Saved data entries:
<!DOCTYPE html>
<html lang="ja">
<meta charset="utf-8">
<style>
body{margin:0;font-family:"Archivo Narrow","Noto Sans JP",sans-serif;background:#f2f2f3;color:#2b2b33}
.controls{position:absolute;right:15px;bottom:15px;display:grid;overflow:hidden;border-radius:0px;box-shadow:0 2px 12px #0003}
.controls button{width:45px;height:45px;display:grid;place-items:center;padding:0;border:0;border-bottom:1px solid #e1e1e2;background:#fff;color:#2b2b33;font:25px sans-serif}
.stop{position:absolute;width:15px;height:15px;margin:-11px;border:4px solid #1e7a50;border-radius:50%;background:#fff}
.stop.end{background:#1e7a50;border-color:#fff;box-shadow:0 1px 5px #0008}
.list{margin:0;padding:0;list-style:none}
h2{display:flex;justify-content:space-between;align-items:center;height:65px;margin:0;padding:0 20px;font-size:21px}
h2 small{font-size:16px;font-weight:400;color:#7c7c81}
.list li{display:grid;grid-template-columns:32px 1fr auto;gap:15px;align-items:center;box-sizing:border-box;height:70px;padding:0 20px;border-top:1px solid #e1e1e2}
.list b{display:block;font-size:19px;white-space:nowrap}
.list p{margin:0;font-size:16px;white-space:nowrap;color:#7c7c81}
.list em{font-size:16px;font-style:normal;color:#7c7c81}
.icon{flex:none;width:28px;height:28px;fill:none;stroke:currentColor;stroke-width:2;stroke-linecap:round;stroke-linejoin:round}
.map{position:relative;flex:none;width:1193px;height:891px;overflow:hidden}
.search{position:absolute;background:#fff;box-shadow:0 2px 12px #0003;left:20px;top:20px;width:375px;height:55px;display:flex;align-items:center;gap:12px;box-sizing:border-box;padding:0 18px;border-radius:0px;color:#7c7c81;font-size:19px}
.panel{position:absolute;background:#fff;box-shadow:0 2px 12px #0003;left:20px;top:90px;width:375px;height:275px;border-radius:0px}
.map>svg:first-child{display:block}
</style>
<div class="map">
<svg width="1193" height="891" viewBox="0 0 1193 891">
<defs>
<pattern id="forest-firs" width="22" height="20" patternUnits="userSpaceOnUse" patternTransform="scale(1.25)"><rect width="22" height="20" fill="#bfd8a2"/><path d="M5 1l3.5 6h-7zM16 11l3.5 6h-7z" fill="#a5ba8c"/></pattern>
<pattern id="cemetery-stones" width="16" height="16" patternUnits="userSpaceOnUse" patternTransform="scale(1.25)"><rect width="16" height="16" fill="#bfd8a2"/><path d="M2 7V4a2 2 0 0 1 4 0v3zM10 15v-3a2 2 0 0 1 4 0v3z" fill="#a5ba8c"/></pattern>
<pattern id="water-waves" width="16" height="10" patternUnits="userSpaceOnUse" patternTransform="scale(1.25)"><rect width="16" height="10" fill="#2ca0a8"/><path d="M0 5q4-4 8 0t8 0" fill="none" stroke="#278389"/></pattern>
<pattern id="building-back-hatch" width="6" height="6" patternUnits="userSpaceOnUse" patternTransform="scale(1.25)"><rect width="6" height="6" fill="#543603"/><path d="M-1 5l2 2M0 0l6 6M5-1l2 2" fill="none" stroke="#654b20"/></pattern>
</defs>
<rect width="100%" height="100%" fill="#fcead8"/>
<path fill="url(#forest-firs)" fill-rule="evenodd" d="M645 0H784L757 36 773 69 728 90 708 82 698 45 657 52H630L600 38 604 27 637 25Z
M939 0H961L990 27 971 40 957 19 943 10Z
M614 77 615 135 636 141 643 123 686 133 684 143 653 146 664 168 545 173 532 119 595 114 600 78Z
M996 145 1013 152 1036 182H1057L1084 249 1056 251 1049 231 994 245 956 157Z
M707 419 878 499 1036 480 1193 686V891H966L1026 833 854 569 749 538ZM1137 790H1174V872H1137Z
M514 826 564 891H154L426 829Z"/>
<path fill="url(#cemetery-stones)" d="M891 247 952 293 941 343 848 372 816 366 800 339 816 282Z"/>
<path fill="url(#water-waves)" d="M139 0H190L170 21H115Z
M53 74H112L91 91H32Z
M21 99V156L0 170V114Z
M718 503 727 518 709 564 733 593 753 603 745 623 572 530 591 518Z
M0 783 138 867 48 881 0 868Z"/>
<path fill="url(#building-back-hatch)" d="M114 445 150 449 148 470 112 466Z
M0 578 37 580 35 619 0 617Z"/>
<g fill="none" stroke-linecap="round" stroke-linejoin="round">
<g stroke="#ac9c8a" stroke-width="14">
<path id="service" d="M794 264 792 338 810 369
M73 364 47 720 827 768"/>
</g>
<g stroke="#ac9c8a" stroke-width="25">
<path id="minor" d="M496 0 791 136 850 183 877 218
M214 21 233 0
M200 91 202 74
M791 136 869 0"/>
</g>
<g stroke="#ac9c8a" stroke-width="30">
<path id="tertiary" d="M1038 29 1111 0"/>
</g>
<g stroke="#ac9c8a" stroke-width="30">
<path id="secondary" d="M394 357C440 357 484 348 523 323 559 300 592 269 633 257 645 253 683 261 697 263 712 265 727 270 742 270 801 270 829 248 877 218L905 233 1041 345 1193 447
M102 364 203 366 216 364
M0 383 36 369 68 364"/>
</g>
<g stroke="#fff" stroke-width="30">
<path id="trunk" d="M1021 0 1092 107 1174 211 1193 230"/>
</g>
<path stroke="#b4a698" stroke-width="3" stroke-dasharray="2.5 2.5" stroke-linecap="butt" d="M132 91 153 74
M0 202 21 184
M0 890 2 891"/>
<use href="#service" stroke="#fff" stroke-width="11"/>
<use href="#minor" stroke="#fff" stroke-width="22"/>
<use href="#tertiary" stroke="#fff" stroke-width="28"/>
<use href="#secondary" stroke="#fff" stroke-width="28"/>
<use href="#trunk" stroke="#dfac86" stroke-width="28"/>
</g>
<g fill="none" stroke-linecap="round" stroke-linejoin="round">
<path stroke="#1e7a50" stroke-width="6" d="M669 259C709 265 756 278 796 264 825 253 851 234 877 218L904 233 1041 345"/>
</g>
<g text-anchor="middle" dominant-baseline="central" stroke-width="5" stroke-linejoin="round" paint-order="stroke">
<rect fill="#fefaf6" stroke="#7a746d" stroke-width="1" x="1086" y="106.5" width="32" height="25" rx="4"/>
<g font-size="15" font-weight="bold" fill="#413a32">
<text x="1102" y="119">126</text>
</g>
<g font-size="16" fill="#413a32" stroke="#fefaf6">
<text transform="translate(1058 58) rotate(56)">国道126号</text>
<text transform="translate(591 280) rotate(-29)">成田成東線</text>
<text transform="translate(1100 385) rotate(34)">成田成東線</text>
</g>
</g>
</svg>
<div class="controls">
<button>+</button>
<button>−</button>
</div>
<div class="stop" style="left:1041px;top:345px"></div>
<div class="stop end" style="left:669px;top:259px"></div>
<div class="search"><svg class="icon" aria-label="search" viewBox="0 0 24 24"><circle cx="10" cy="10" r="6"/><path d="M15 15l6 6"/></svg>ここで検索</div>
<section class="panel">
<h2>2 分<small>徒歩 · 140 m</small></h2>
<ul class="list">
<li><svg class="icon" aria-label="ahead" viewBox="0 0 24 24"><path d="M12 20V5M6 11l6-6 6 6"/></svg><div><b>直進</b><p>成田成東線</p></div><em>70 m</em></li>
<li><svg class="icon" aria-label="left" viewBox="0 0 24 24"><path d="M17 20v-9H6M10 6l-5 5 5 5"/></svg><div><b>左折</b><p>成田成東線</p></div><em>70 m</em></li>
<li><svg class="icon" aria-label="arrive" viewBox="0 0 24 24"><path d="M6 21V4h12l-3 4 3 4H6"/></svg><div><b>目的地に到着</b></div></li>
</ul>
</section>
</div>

> [Problem to work on]
A faithful copy is required of the lines from the one with "<h2>2 分<small>徒歩 · 140 m</small></h2>" through the last line of the data; please add nothing.

> [Response below]
<h2>2 分<small>徒歩 · 140 m</small></h2>
<ul class="list">
<li><svg class="icon" aria-label="ahead" viewBox="0 0 24 24"><path d="M12 20V5M6 11l6-6 6 6"/></svg><div><b>直進</b><p>成田成東線</p></div><em>70 m</em></li>
<li><svg class="icon" aria-label="left" viewBox="0 0 24 24"><path d="M17 20v-9H6M10 6l-5 5 5 5"/></svg><div><b>左折</b><p>成田成東線</p></div><em>70 m</em></li>
<li><svg class="icon" aria-label="arrive" viewBox="0 0 24 24"><path d="M6 21V4h12l-3 4 3 4H6"/></svg><div><b>目的地に到着</b></div></li>
</ul>
</section>
</div>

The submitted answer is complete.